Advent of Code at Wolfpack: High Performance C#

22/12/2022

.NET and C# have evolved a lot over the past few years. .NET has become fully cross-platform and has received astonishing performance improvements. This article shows off new features in .NET that are used to write very performant C#.

As the holiday season approaches, many of us at Wolfpack are getting into the festive spirit by participating in the Advent of Code. For those who are not familiar, Advent of Code is an annual online programming challenge that consists of a series of small coding puzzles released (like a true advent calendar) every day from the 1st of December until the 25th.

Participating in Advent of Code is a great way for us at Wolfpack to practice our problem-solving, coding and math skills, and to have some fun at the same time. We compare our approaches, discuss solutions and motivate each other to participate. Some developers try to see how far they can get, only programming in Excel spreadsheets, and we also have several project managers joining us each year!

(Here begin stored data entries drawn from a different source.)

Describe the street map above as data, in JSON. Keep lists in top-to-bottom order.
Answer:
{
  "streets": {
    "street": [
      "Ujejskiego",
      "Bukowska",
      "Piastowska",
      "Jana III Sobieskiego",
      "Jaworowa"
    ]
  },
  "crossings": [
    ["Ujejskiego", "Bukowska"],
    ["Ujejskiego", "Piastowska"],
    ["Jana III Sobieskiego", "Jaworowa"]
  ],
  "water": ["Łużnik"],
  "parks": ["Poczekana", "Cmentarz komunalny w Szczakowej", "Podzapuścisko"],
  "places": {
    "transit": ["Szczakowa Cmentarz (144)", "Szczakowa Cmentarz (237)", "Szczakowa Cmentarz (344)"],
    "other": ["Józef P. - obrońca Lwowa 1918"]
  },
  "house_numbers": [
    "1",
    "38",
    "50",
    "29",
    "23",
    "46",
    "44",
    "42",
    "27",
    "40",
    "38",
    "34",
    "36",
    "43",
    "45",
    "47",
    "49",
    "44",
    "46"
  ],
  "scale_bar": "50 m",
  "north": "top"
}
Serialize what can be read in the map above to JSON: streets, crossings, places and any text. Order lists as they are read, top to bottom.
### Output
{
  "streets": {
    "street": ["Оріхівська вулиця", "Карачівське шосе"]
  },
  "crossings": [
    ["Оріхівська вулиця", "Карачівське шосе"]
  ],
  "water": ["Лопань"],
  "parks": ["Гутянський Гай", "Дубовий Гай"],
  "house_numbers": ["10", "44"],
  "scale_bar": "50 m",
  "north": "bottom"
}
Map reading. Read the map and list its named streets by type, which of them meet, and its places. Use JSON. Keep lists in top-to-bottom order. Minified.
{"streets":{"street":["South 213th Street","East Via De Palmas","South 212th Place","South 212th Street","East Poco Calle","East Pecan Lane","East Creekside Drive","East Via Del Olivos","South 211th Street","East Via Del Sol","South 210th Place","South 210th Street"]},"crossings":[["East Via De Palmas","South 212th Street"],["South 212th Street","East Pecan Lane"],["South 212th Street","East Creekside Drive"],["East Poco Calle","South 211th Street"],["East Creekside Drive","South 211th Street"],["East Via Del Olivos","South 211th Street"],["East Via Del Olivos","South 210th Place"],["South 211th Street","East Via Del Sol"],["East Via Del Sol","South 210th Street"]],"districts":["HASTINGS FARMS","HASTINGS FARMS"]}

Not every solution of an Advent of Code puzzle needs to be focused on performance. The goal is to learn and have fun. For day 6 this year I did focus on performance. In this blog post I’d like to highlight three ways to implement the puzzle, and explore their performance characteristics….

Day 06 of 2022

Day 6 of this year’s Advent of Code is about finding a “marker” in a string of characters. This marker is a substring of a certain size which contains unique characters (no duplicates). In part one of the puzzle, we are tasked to find a marker of four characters. Part two requires us to find a marker of fourteen distinct characters.

For example, in the following “message”:

zccnvctfwqggmdngplrshbvqnoimdavb

The marker of part one starts at index 3 (nvct) and the marker for part two starts at index 15 (gpl…imd).

If you’d like to solve this for yourself, do not read the solution below just yet!

The naive sliding window approach

The simple approach would be a sliding window. You would start at index 0 and create substrings of the required marker length. For every substring, check whether it contains duplicates.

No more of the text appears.